El prestigio de los libros

Fui al despacho de un hombre del que nada sabía, salvo su nombre y su cargo. Me habló de su admiración por Don Quijote. Orgulloso me mostró sus tesoros, un cuadro enorme y lamentable, una pequeña escultura sobre su escritorio, un grabado en otra pared, y en una mesa lateral una escultura y sobre todo un ejemplar enorme del Quijote, una edición ordinaria de mediados del siglo pasado ilustrada con los grabados de Doré.

Ese hombre tenía una fijación por el hidalgo manchego, que era su fuente de inspiración, su ejemplo, su fortaleza. Había fundado una empresa y la había conservado y hecho crecer durante veinticinco años. Lo había logrado a fuerza de perseguir su sueño sin desfallecer jamás.

Yo no sabía que Don Quijote conociera y mucho menos que enseñara el camino del éxito empresarial, pero sospecho que es posible encontrar razones y fortaleza donde cada quien quiera buscarlas. Pero estoy seguro, después de hablar unos minutos con aquel hombre, de que no había leído la novela. Nada sabía de Clavileño, ni del bálsamo de Fierabrás, ni de Dorotea, ni de los duques, ni de la pastora Marcela, ni del caballero de los Espejos, ni de ningún otro personaje o lance; era evidente que no había leído ni una página.

Su imagen de Don Quijote era la de un personaje de musical, de cómic, de una pésima película, que nada o casi nada tiene que ver con el que creó Cervantes. Un mundo zafio enfermo de envidia le llamaba locura y sin razón a la grandeza de un caballero que luchaba sin cesar por alcanzar su ideal.

Muchas personas conservan en sus despachos y en sus casas enciclopedias, colecciones más o menos lujosas de clásicos, de premios nobel, de las grandes civilizaciones que nadie ha abierto y no leerán jamás. Al parecer piensan que basta tenerlos ahí, al alcance de la vista, como el más noble y prestigioso de los adornos, para que iluminen a su poseedor.

Los libros gozan de un gran prestigio, pero tienen el enorme inconveniente de que es necesario leerlos para gozar de ellos, para aprender, para estimular la imaginación y el pensamiento.

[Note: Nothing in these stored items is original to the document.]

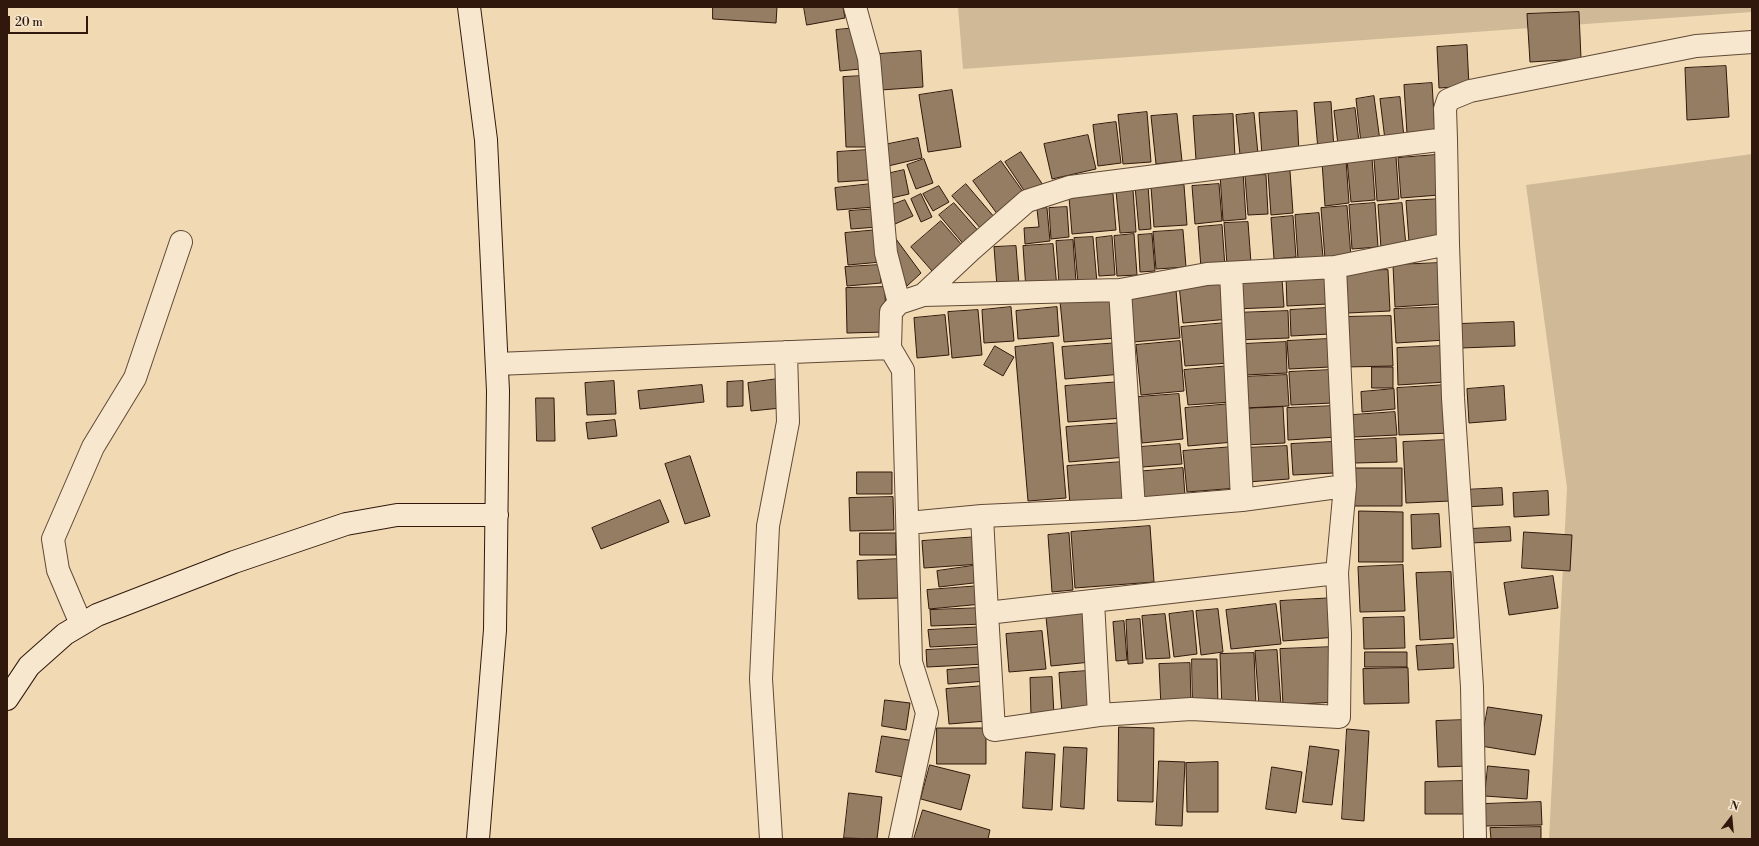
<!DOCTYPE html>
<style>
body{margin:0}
#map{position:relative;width:1759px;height:846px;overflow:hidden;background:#f1dab3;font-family:"Libre Bodoni",serif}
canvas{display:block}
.frame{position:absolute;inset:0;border:8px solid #30190c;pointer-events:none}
.north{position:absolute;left:1711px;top:798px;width:40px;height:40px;-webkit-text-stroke:3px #f6e7ce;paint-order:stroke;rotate:16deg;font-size:11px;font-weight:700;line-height:16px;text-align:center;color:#30190c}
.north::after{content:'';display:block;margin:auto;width:14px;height:18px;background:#30190c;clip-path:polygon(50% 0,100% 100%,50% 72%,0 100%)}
.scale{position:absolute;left:8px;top:16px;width:80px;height:18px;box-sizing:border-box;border:2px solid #30190c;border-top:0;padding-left:5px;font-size:12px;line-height:14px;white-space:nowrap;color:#30190c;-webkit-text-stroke:3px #f6e7ce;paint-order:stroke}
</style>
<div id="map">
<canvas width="1759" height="846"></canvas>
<div class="frame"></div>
<div class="north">N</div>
<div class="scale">20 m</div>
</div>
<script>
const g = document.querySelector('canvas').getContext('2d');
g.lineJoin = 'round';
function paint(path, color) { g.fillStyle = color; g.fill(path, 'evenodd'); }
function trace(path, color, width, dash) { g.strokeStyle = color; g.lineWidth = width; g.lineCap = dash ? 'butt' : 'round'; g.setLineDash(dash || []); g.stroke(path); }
const green = new Path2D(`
 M958,7H1752V12L963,69Z
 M1752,154V839H1549L1567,488L1526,185Z`);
const building = new Path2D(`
 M713,7H777L776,23L713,19Z
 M804,7H843L845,18L807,25Z
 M1579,12L1581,59L1530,62L1527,14Z
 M856,28L860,69L840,71L836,30Z
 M1467,45L1469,86L1439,88L1437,47Z
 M921,51L923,87L881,90L879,54Z
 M1726,66L1729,117L1687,120L1685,68Z
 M863,76L866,147H846L843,77Z
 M1432,83L1435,132L1407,134L1404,85Z
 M952,90L961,147L928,152L919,95Z
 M1374,96L1380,141L1361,143L1356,99Z
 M1400,97L1404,138L1385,140L1380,99Z
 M1331,102L1334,149L1318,150L1314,103Z
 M1355,108L1359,142L1338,145L1334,111Z
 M1297,111L1299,153L1262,155L1259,113Z
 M1147,112L1151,162L1123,164L1118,115Z
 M1254,113L1258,154L1240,155L1236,115Z
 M1177,114L1182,161L1156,164L1151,116Z
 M1233,114L1235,158L1196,160L1193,116Z
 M1116,122L1121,163L1098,166L1093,125Z
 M1088,135L1096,169L1052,179L1044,144Z
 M918,138L922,158L884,167L879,146Z
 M868,150L869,180L838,182L837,152Z
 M1021,152L1043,185L1027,195L1005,162Z
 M1436,155L1439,195L1401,198L1398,158Z
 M1396,157L1399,199L1377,201L1374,159Z
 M1372,158L1375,200L1351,202L1347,160Z
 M924,159L933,183L916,189L907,165Z
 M1346,160L1349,203L1325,206L1322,162Z
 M1001,161L1026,196L998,215L973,181Z
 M904,170L909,194L887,199L882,175Z
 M1290,171L1293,213L1271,215L1268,173Z
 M1243,172L1246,219L1223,221L1220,174Z
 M1266,175L1268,214L1248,215L1245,176Z
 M871,184L874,207L837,210L835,188Z
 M966,184L995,218L982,230L952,196Z
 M1219,184L1222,221L1195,224L1192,186Z
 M1148,185L1151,229L1139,230L1135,186Z
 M1184,185L1187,225L1154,227L1151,187Z
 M939,186L949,202L933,211L923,194Z
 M1133,190L1136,232L1120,233L1116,191Z
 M921,194L932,217L921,222L911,199Z
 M1113,194L1116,230L1072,234L1069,197Z
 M1442,199L1446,240L1409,242L1406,201Z
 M905,200L913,216L895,224L887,207Z
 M954,203L981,234L966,247L939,215Z
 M1375,203L1378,247L1352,249L1349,205Z
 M1402,203L1406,246L1381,248L1378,205Z
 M1347,206L1351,257L1325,259L1321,208Z
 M1067,207L1069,237L1051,239L1049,208Z
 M1047,208L1050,241L1025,244L1024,228L1039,227L1037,209Z
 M876,209L878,227L851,229L849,211Z
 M1319,213L1323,257L1298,259L1295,215Z
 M1293,216L1296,257L1274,259L1271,218Z
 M941,221L962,245L932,271L911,247Z
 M1248,222L1251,263L1227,265L1224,223Z
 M1222,225L1225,267L1201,268L1198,227Z
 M878,230L881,262L848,265L845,233Z
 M1183,230L1186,267L1156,269L1153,232Z
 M1134,234L1137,275L1117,276L1114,236Z
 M1152,234L1155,271L1140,272L1138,235Z
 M1112,236L1115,275L1099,276L1096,238Z
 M1093,237L1097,283L1078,284L1074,238Z
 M896,239L921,273L907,286L888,245Z
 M1073,240L1076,282L1059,284L1056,241Z
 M1053,244L1057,288L1026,290L1023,246Z
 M1016,246L1019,285L997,287L994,247Z
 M1440,263L1442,304L1395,307L1393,265Z
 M880,265L881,283L847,286L845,267Z
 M1388,270L1390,311L1348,313L1346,272Z
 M1327,274L1328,304L1287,306L1286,276Z
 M1282,279L1284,307L1234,309L1233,281Z
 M1226,282L1230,319L1183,323L1179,285Z
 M885,287L886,332L847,333L846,288Z
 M1176,290L1180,338L1133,342L1129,294Z
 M1114,297L1117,338L1064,342L1060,301Z
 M1011,307L1014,341L984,343L982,310Z
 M1057,307L1059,336L1018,339L1016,311Z
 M1444,307L1446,340L1396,343L1394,309Z
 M1327,308L1329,334L1291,336L1290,310Z
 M978,310L982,355L952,358L948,312Z
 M1288,311L1289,338L1236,340L1234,313Z
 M945,315L949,355L917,358L914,318Z
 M1391,316L1393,366L1345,367L1343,317Z
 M1514,322L1515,346L1461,348L1459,324Z
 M1226,323L1230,363L1185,366L1181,327Z
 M1328,339L1330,367L1289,369L1287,341Z
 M1180,341L1184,391L1141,395L1136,345Z
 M1286,342L1287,373L1245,375L1244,344Z
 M1053,343L1066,498L1028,501L1015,347Z
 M1119,343L1122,374L1065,379L1062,347Z
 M995,346L1014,357L1003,376L984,365Z
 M1444,346L1446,382L1398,385L1397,348Z
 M1230,366L1232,402L1188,405L1184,370Z
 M1372,367H1393V388H1372Z
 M1331,370L1332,403L1291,405L1289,372Z
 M1287,375L1289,406L1244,408L1242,377Z
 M778,379L781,408L751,411L748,383Z
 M614,381L616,414L587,415L585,383Z
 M743,381V406L727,407V382Z
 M1121,382L1123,418L1068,422L1065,386Z
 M702,385L704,402L640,409L638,391Z
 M1447,385L1450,433L1399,435L1397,388Z
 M1504,386L1506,420L1469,423L1467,389Z
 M1394,389L1395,409L1362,412L1361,392Z
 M1179,394L1183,439L1142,443L1138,397Z
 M536,398H554L555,441H537Z
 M1231,404L1234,442L1188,446L1185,408Z
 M1335,406L1337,437L1288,440L1287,408Z
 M1283,407L1285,443L1245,445L1243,409Z
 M1395,412L1397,435L1354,437L1353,415Z
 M615,420L617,436L588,439L586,423Z
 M1123,423L1126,457L1069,462L1066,427Z
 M1396,438L1397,462L1354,463V440Z
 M1447,440L1450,501L1406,503L1403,442Z
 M1332,442L1334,473L1293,475L1291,444Z
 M1180,444L1182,464L1142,467L1140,447Z
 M1287,446L1289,479L1247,482L1246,448Z
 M1233,447L1237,488L1187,492L1183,451Z
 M690,456L710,516L685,524L665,464Z
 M1123,462L1126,501L1070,505L1067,466Z
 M1183,468L1185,496L1136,500L1134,472Z
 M1353,468H1402V506H1353Z
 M857,472H892V494H857Z
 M1502,488L1503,505L1464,507L1463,490Z
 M1548,491L1549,515L1514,517L1513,493Z
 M893,497L894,530L850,531L849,498Z
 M660,500L669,522L601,549L592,528Z
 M1359,511L1403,512V562H1359Z
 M1439,514L1441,547L1412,549L1411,515Z
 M1150,526L1154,582L1075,588L1071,532Z
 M1510,527L1511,541L1471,543L1470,529Z
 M1524,532L1572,535L1570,571L1522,568Z
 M860,533H896V555H860Z
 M1069,533L1073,590L1052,592L1048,535Z
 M978,537L980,564L924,568L922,541Z
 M900,559L901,598L858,599L857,561Z
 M979,565L982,582L939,587L937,571Z
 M1403,565L1405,611L1360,612L1358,567Z
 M1451,572L1454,638L1420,640L1416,573Z
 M1553,576L1558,608L1509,615L1504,583Z
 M980,586L982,604L929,609L927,590Z
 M1335,598L1338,637L1283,641L1280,601Z
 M1276,604L1281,644L1231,649L1226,610Z
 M983,608L984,624L931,626L930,610Z
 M1218,609L1223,652L1201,655L1196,611Z
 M1193,611L1197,654L1174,657L1169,614Z
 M1086,613L1091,662L1051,666L1046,617Z
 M1165,614L1170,658L1146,659L1142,616Z
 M1404,617L1405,648L1364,649L1363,618Z
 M1140,619L1143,663L1128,664L1126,620Z
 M1124,621L1127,660L1116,661L1113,622Z
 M984,627L986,644L930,647L928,630Z
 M1042,631L1046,669L1009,672L1006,634Z
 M1453,644L1454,668L1418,670L1416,646Z
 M985,647L986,664L927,667L926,650Z
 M1334,647L1336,702L1283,705L1280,649Z
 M1277,650L1281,705L1259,706L1255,651Z
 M1365,652H1407V667H1365Z
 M1254,653L1256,707L1222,709L1220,654Z
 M1192,659H1217L1218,706L1193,707Z
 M1190,663L1191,706L1161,707L1159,664Z
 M985,667L986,681L948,684L947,670Z
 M1408,668L1409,703L1364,704L1363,669Z
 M1087,671L1090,712L1062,714L1059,673Z
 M1052,677L1054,715L1031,716L1030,678Z
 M984,686L987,721L949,724L946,689Z
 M885,700L910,703L906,730L882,726Z
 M1488,707L1542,715L1535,755L1481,746Z
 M1466,720L1469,766L1438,767L1436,721Z
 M1119,727L1154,728L1153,802L1118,801Z
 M937,728H986V764H937Z
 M1347,729L1369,731L1364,821L1342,819Z
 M882,736L915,741L909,778L876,772Z
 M1310,746L1339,750L1332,805L1303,802Z
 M1064,747L1087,748L1084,809L1061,807Z
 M1026,752L1055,754L1052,810L1023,808Z
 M1159,761L1185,762L1182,826L1156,825Z
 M1218,762V812H1187L1186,763Z
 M930,765L970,775L961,810L921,799Z
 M1488,766L1529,770L1527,799L1485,796Z
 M1272,767L1302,772L1296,813L1266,809Z
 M1464,781V814H1425V782Z
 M849,793L882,797L877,839L844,838Z
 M1541,802L1542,825L1485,826L1484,804Z
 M923,810L990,830L988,839H914Z
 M1541,827V839H1491L1490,828Z`);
const street = new Path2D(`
 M855,7L869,58L886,253L899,303
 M1446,139L1445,109L1448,100L1470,91L1696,46L1752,42
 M1231,273L1242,500
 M1120,290L1134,509
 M923,295L971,250L1027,201L1070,187L1446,139L1448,244
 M890,348L891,312L899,303L923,295L1120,290L1207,274L1335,267L1448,244L1453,398L1472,687L1475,839
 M497,364L890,348L903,370L911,662L927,713L900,839
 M982,516L987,613L1337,573
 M908,523L982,516L1134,509L1242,500L1345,486
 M1093,601L1099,715
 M987,613L994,730L1099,715L1191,709L1339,717L1340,634L1337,573L1345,486L1335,267
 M81,624L58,570L53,539L93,447L135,378L181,242
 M771,839L761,679L768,526L788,422L786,352`);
const secondary = new Path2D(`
 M469,7L486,140L498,391L495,630L478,839
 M7,699L29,666L65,634L97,615L234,562L346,524L397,515H497`);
paint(green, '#d0b997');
paint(building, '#947d63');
trace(building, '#30190c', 1);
trace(street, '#604936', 24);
trace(secondary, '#30190c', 24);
trace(street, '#f6e7ce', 22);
trace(secondary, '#f6e7ce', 22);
</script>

Casi nadie se atrevería a negar su utilidad pública, sus enormes virtudes como medio para guardar y transmitir información, para ganar fama, prestigio, poder, pero según los indicadores de lectura son muy pocos los que los frecuentan.

Es por lo menos curioso que alguien se rija por ideas y creencias fijas atribuidas a un libro que ni siquiera ha hojeado; que alguien se sienta motivado y aun tenga fe en páginas que no ha conocido.

El hombre inspirado por el Quijote sin haberlo leído no es un caso aislado. Muchas personas que hacen gala de sus firmes convicciones religiosas tienen en sus casas ejemplares de la Biblia que nunca han leído y quizá no lo hagan nunca. Aun para ellos, la palabra impresa dice la verdad. Aunque permanezcan intactos, es absoluto el prestigio de los libros.